Twitter has come under growing pressure since Musk closed his $44bn acquisition of the company in October. The billionaire entrepreneur has slashed the workforce and cut costs, while radical policy changes have frustrated users and marketers, with advertising revenues falling sharply.
Under Musk’s ownership, the company has also threatened to sue Facebook owner Meta alleging it stole the company’s trade secrets when creating its rival messaging app Threads.
Its latest legal letter to the CCDH references research published by the non-profit organisation in June, which reported a proliferation of violating content on Twitter, which was rebranded as X earlier this month.
One piece of research from the CCDH suggests that 99 per cent of 100 accounts, which subscribe to Twitter Blue, a paid service on the network, had posted content that amounted to hate speech.

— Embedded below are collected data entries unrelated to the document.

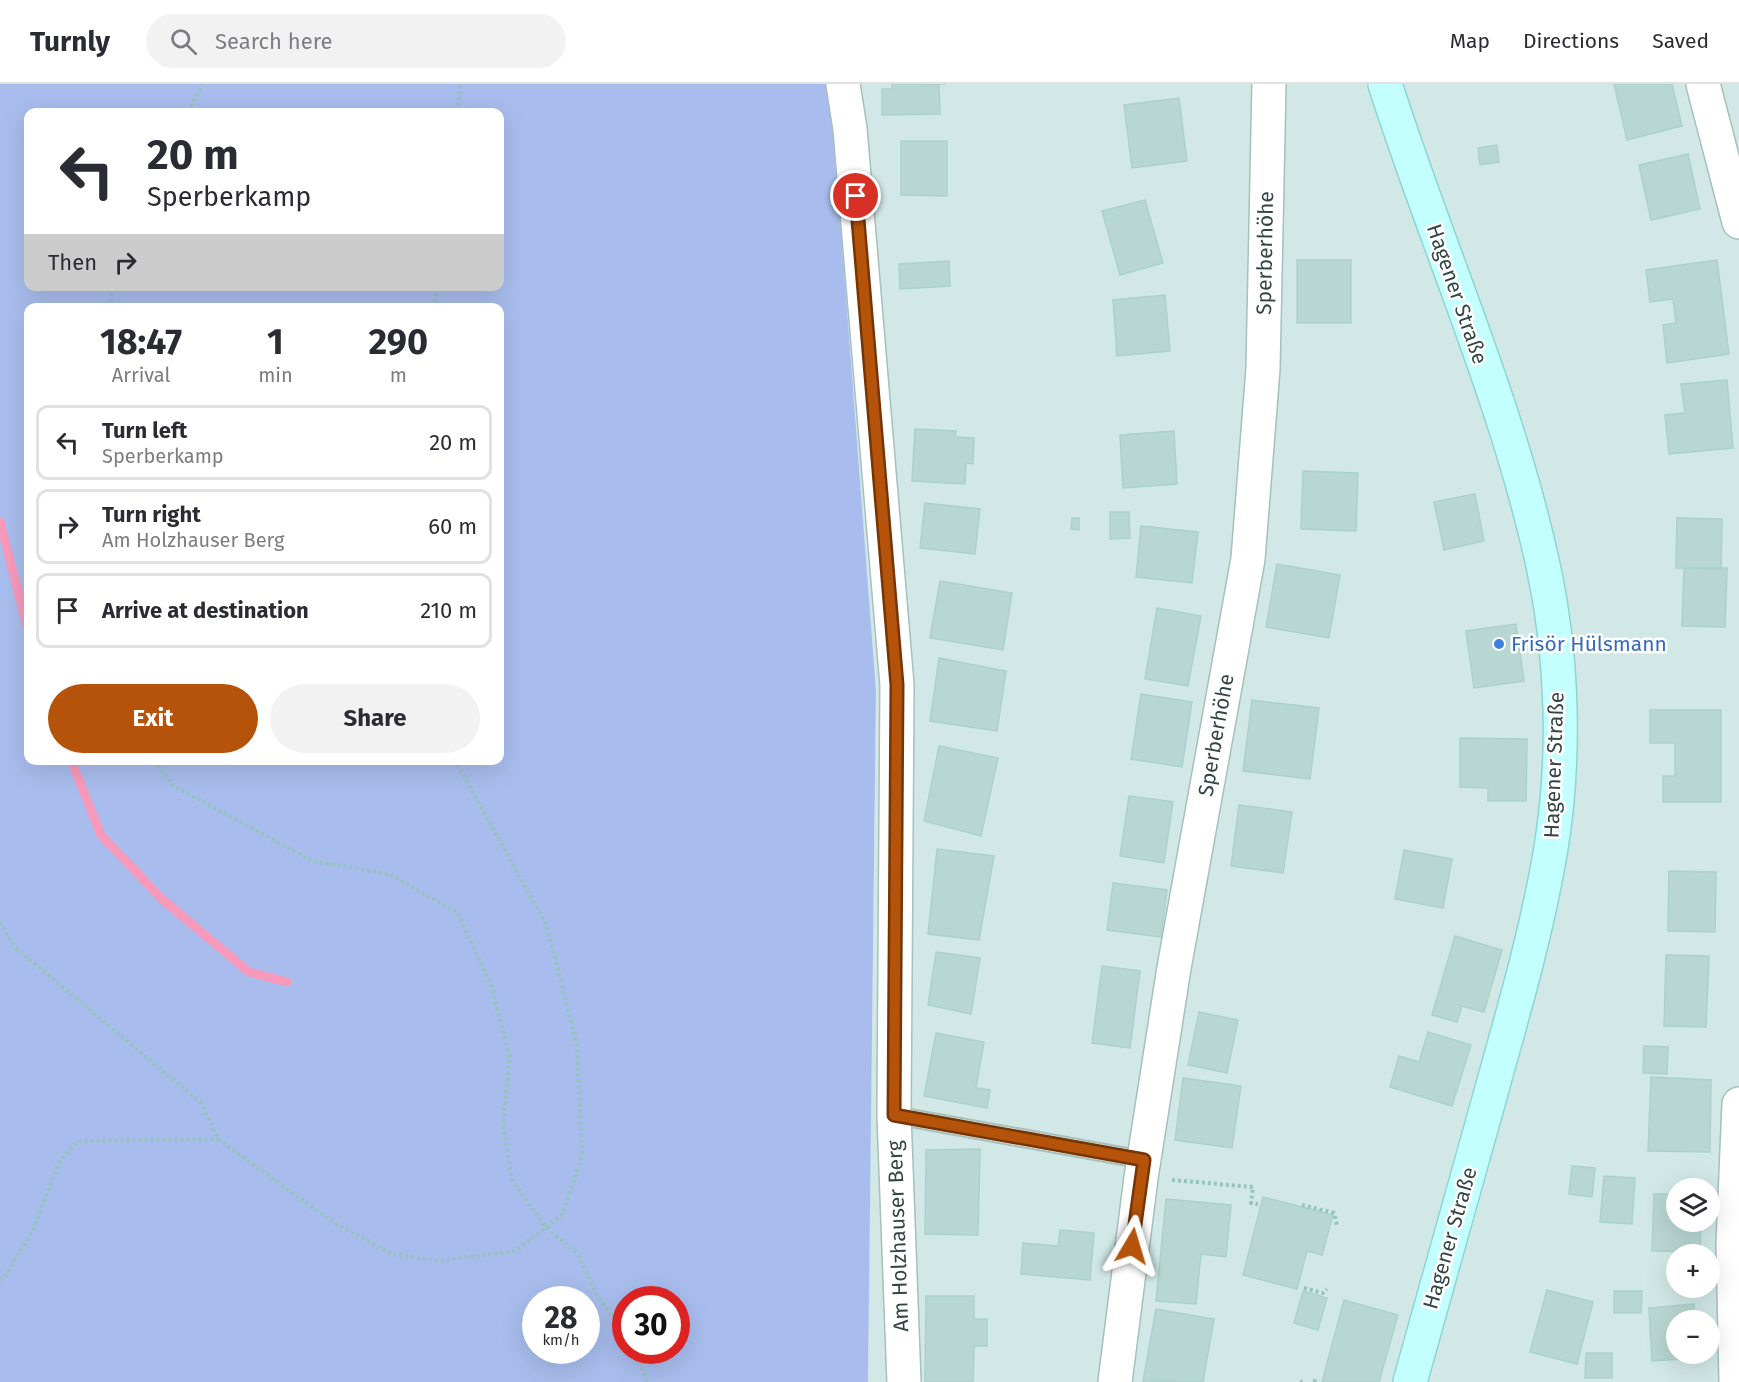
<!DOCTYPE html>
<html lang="en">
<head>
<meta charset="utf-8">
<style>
	:root { --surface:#fff; --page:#f2f2f3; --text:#2b2b33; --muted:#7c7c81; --line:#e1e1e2; --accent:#b45309 }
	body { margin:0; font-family:"Fira Sans",sans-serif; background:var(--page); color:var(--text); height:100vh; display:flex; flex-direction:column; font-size:22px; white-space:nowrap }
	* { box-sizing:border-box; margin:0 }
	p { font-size:20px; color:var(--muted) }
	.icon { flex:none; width:33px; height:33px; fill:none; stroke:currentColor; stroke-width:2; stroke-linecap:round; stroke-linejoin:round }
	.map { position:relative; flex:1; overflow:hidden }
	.details { position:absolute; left:24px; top:219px; width:480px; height:462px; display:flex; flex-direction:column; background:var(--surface); border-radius:12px; box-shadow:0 6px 24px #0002 }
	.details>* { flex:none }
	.top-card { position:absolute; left:24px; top:24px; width:480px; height:183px; border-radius:12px; box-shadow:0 6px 24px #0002; background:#fff; color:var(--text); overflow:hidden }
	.buttons { position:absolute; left:1666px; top:1094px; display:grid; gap:12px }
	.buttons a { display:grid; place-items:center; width:54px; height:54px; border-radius:50%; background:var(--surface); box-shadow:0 6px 24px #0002; font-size:30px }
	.speed { position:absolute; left:522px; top:1202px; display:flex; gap:12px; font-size:30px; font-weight:700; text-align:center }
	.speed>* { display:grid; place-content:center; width:78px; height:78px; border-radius:50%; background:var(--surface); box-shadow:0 6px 24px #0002; line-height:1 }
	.speed small { font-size:15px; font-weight:400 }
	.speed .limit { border:9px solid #d22; background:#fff; color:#111 }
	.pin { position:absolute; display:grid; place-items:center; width:51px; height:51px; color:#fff; margin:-26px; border:3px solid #fff; border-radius:50%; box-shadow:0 2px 6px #0007 }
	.me { position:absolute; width:66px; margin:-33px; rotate:7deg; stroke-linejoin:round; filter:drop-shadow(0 0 4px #0008) }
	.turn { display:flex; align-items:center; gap:21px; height:126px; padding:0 24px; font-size:27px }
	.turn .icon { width:78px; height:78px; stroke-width:2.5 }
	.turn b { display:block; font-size:42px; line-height:51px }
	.then { display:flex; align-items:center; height:57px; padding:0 24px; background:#0003; gap:12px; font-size:22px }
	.eta { display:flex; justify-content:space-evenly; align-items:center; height:102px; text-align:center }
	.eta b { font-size:36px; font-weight:700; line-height:42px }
	.cta { display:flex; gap:12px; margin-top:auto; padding:12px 24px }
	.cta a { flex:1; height:69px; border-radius:36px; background:var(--accent); color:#fff; font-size:24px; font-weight:700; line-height:69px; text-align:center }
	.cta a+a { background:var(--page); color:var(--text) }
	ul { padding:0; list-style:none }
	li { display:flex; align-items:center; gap:18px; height:75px; margin:0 12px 9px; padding:0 12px; border:3px solid var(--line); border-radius:12px }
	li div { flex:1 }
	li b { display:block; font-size:22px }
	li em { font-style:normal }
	header { display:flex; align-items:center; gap:36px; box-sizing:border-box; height:84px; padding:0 30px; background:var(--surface); border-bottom:2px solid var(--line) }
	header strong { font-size:28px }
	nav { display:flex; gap:33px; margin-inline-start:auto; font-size:21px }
	.search { width:420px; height:54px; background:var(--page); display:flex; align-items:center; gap:15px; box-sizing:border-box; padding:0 21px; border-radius:33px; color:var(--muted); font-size:22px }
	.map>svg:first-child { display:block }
</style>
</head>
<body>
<header>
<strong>Turnly</strong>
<div class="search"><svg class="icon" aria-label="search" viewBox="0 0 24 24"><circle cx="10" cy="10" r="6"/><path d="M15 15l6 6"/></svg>Search here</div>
<nav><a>Map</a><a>Directions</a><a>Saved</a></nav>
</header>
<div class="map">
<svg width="1739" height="1298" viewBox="0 0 1739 1298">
	<rect width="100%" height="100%" fill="#e4f4f3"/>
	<path fill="#d1e8e6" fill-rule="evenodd" d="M824 0H1739V1298H868L876 607 833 41ZM1677 1104H1710V1137H1677ZM1677 1170H1710V1203H1677ZM1677 1236H1710V1269H1677Z"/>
	<path fill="#a8bded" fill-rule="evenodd" d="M0 0H826L833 41 876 607 868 1298H0ZM28 28H500V202H28ZM28 224H500V676H28ZM536 1215H586V1266H536ZM626 1215H676V1266H626Z"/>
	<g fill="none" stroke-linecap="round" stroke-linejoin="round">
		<path stroke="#f799bb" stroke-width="9" d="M0 438 28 546
			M71 676 101 751 162 815 249 888 287 898"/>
	</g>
	<path fill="#b8d6d2" stroke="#aad2cc" stroke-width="1.5" d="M892 0H946H939L940 30 882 31V5H892Z
		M1614 0H1672L1682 42 1627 56Z
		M1179 14 1187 77 1132 84 1124 21Z
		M901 57H947V112L901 111Z
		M1497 61 1499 78 1480 81 1478 64Z
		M1688 70 1700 125 1651 136 1639 81Z
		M1145 116 1163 179 1120 191 1102 127Z
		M1297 176H1351V239H1297Z
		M1717 176 1729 270 1667 279 1663 241 1676 239 1673 215 1650 218 1646 186Z
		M949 177 950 202 900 205 899 180Z
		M1165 211 1170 267 1117 272 1113 216Z
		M1727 296 1733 364 1669 370 1665 331 1685 329 1681 300Z
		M915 345 956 347 955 353 974 354 973 380 966 379 965 400 912 397Z
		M1174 347 1177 400 1123 404 1120 351Z
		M1303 387 1358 389 1356 447 1301 445Z
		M1475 410 1484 457 1444 466 1434 418Z
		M925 419 980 425 975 470 920 464Z
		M1110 428H1129L1130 454 1110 455Z
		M1072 434H1079V446L1071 445Z
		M1677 434 1722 435 1721 485 1676 484Z
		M1141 442 1198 448 1192 499 1136 493Z
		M1277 480 1340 491 1329 554 1266 543Z
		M1684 484H1727L1725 543 1682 542Z
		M940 497 1012 509 1003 566 930 554Z
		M1157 524 1201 532 1188 602 1145 595Z
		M1516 540 1524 597 1474 604 1466 547Z
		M939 574 1006 587 997 647 930 637Z
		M1141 610 1192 618 1182 683 1131 675Z
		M1252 616 1319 624 1310 695 1243 687Z
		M1650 626H1721V718H1663V692H1675V659H1650Z
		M1460 654 1527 655 1526 717H1488V704L1460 703Z
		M939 662 998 674 981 752 924 737Z
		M1129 712 1173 718 1164 779 1120 772Z
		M1239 721 1292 728 1283 789 1231 782Z
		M937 765 994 772 979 856 928 850Z
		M1404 766 1452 775 1443 824 1395 815Z
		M1669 787 1716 788 1715 848 1668 847Z
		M1113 799 1167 806 1161 853 1107 846Z
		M1455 852 1502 866 1484 928 1462 922 1457 938 1432 931Z
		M936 868 980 874 971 930 928 921Z
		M1666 871 1709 872 1706 943 1664 942Z
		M1102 882 1140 887 1130 964 1092 959Z
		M1199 928 1238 936 1227 989 1188 981Z
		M1428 948 1471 961 1452 1022 1390 1003 1399 972 1419 978Z
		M936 949 984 958 976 1004 990 1006 987 1024 924 1012Z
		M1644 962 1668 963 1667 990 1643 989Z
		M1651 993 1711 996 1710 1068 1648 1067Z
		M1183 994 1241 1002 1232 1064 1175 1056Z
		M980 1065 978 1151 925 1150 926 1066Z
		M1572 1082 1595 1084 1592 1113 1569 1110Z
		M1604 1092 1635 1094 1632 1140 1600 1138Z
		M1654 1110H1677V1137H1701L1700 1168 1652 1167Z
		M1263 1113 1333 1131 1322 1171 1307 1167 1297 1205 1243 1191Z
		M1166 1115 1231 1121 1226 1173 1201 1170 1196 1220 1156 1217Z
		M1060 1146 1094 1149 1090 1196 1021 1190 1023 1159 1058 1162Z
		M1547 1206 1593 1218 1577 1280 1530 1268Z
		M1303 1207 1327 1214 1318 1246 1294 1239Z
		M1614 1207H1642L1641 1229H1614Z
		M926 1212H974V1235H987V1262H974L973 1298H925Z
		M1344 1216 1398 1231 1379 1298H1322Z
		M1694 1220 1695 1236H1677V1269H1698V1274L1652 1277 1649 1224Z
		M1156 1225 1214 1235 1203 1298 1143 1297Z
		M1586 1269H1612V1294H1585Z"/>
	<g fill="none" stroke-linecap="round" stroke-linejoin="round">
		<g stroke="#a5c0bd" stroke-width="20">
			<path id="service" d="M894 1031 1144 1076"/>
		</g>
		<g stroke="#a5c0bd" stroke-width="36">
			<path id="minor" d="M843 0 850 45 897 601 894 1031 904 1298
				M1703 0 1739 138
				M1115 1298 1141 1094 1174 884 1248 475 1263 285 1269 0
				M1736 1298 1733 1160 1739 1020"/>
		</g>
		<g stroke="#8cd5d3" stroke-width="36">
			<path id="secondary" d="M1385 0C1436 160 1507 316 1543 481 1563 573 1566 676 1550 770 1536 852 1512 932 1490 1012 1463 1107 1437 1203 1410 1298"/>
		</g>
		<path stroke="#95c3be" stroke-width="4" stroke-dasharray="3 3" stroke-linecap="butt" d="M188 28 203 0
			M458 28 460 0
			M111 224 112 202
			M433 224 438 202
			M154 676 172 701 312 777 389 790 457 828 491 901 510 973 503 1038 512 1096 546 1143 578 1170 597 1211 626 1250
			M0 838 15 863 201 1019 218 1055 336 1140 392 1170 439 1177 515 1167 562 1131 582 1072 577 960 547 842 455 676
			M1172 1096 1253 1103 1251 1119 1258 1120
			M1302 1121 1334 1129 1337 1142
			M0 1196 6 1191 33 1146 60 1076 78 1057 218 1055
			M1304 1204 1323 1209 1327 1205
			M637 1266 647 1298
			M1300 1297 1302 1298
			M1314 1298 1317 1294"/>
		<use href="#service" stroke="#fff" stroke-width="16"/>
		<use href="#minor" stroke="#fff" stroke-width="33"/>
		<use href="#secondary" stroke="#c2fffe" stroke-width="33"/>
	</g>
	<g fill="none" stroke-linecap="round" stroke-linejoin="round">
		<g stroke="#753606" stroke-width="15">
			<path id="route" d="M856 112 897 601 894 1031 1144 1076 1132 1162"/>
		</g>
		<use href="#route" stroke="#b45309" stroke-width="10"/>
	</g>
	<circle fill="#3f7fe0" stroke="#fff" stroke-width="2" cx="1499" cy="560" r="6"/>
	<g text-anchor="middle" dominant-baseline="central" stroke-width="5" stroke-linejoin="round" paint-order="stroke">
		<g font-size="21" fill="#334643" stroke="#fff">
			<text transform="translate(1265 169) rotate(-89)">Sperberhöhe</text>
			<text transform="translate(1457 210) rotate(71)">Hagener Straße</text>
			<text transform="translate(1216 651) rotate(-80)">Sperberhöhe</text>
			<text transform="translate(1554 681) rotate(-88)">Hagener Straße</text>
			<text transform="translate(898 1152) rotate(-92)">Am Holzhauser Berg</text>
			<text transform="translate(1450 1154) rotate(-74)">Hagener Straße</text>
		</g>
		<g font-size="21" fill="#366cbe" stroke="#fff" text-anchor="start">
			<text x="1511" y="560">Frisör Hülsmann</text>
		</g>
	</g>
</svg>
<div class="buttons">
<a><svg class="icon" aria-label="layers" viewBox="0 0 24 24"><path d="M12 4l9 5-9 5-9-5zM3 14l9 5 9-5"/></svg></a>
<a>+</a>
<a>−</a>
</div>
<div class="speed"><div>28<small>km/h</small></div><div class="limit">30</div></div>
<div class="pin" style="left:856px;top:112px;background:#d93025"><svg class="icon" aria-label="arrive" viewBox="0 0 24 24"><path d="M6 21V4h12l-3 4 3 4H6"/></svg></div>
<svg class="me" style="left:1132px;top:1162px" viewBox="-20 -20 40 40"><path d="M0-17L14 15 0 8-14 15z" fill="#b45309" stroke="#fff" stroke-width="4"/></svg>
<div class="top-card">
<div class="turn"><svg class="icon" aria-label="left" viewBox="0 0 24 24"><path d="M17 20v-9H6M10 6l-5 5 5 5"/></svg><div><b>20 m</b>Sperberkamp</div></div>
<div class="then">Then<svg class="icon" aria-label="right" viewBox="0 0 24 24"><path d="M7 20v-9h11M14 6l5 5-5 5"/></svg></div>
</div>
<section class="details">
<div class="eta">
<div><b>18:47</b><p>Arrival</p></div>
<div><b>1</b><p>min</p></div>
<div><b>290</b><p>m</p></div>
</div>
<ul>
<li><svg class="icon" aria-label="left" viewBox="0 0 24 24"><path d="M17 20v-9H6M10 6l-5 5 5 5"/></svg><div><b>Turn left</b><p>Sperberkamp</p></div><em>20 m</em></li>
<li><svg class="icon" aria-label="right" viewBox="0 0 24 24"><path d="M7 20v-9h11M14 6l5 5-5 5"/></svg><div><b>Turn right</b><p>Am Holzhauser Berg</p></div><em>60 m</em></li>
<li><svg class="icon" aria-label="arrive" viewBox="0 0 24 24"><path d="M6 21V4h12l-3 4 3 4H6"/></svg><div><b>Arrive at destination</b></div><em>210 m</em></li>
</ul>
<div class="cta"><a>Exit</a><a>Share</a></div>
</section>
</div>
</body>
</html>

The methodology included reporting 100 tweets from Twitter Blue accounts and checking to see if they had been removed or actioned four days later. Tweets flagged include alleged racist, homophobic and conspiracy-related comments. More tweets have subsequently been removed, but CCDH said “the majority” remained.
“Advertisers are fleeing his platform for one clear reason: Elon Musk has supported the proliferation of hate and racism on it, and he doesn’t care to stop it,” said Imran Ahmed, chief executive of the CCDH, in a statement.
“Musk is targeting CCDH because we reveal the truth about the spread of hate and disinformation on Twitter under his ownership, and it’s impacting his bottom line.”
However, X Corp’s legal letter alleges the CCDH has “made a series of troubling and baseless claims that appear calculated to harm Twitter generally, and its digital advertising business specifically”.
“CCDH’s claims in this article are false, misleading, or both, and they are not supported by anything that could credibly be called research,” the letter said.
It also alleges that the CCDH is funded by the company’s competitors or foreign governments “in support of an ulterior agenda” without providing further details.
The organisation said it did not accept funding from tech companies, governments, or their affiliates.
In March, Musk acknowledged a “massive decline in advertising” as marketers left the site following his takeover. It has since appointed Linda Yaccarino, a former NBCUniversal advertising head, as chief executive of Twitter. Yaccarino has been on the charm offensive, meeting media partners, publishers and talent agencies and introducing new measures to win back advertisers’ trust.
Twitter recently commissioned a report by software company Sprinklr that suggested that more than 99 per cent of content on the platform was “healthy” and did not violate rules or laws.
The social media company did not immediately respond to a request for comment but Musk tweeted on Monday in response to news coverage of CCDH’s position: “they should save their words for the jury”.
Separately on Monday, Yaccarino made changes to the company’s trust and safety team, expanding some staffers’ roles and announcing new ones in areas such as “global content compliance”, according to an internal email seen by the Financial Times.
According to the email, X is also hiring a global head of “brand safety and suitability” — an advertising industry term referring to the risk that ads appear alongside problematic content and misinformation.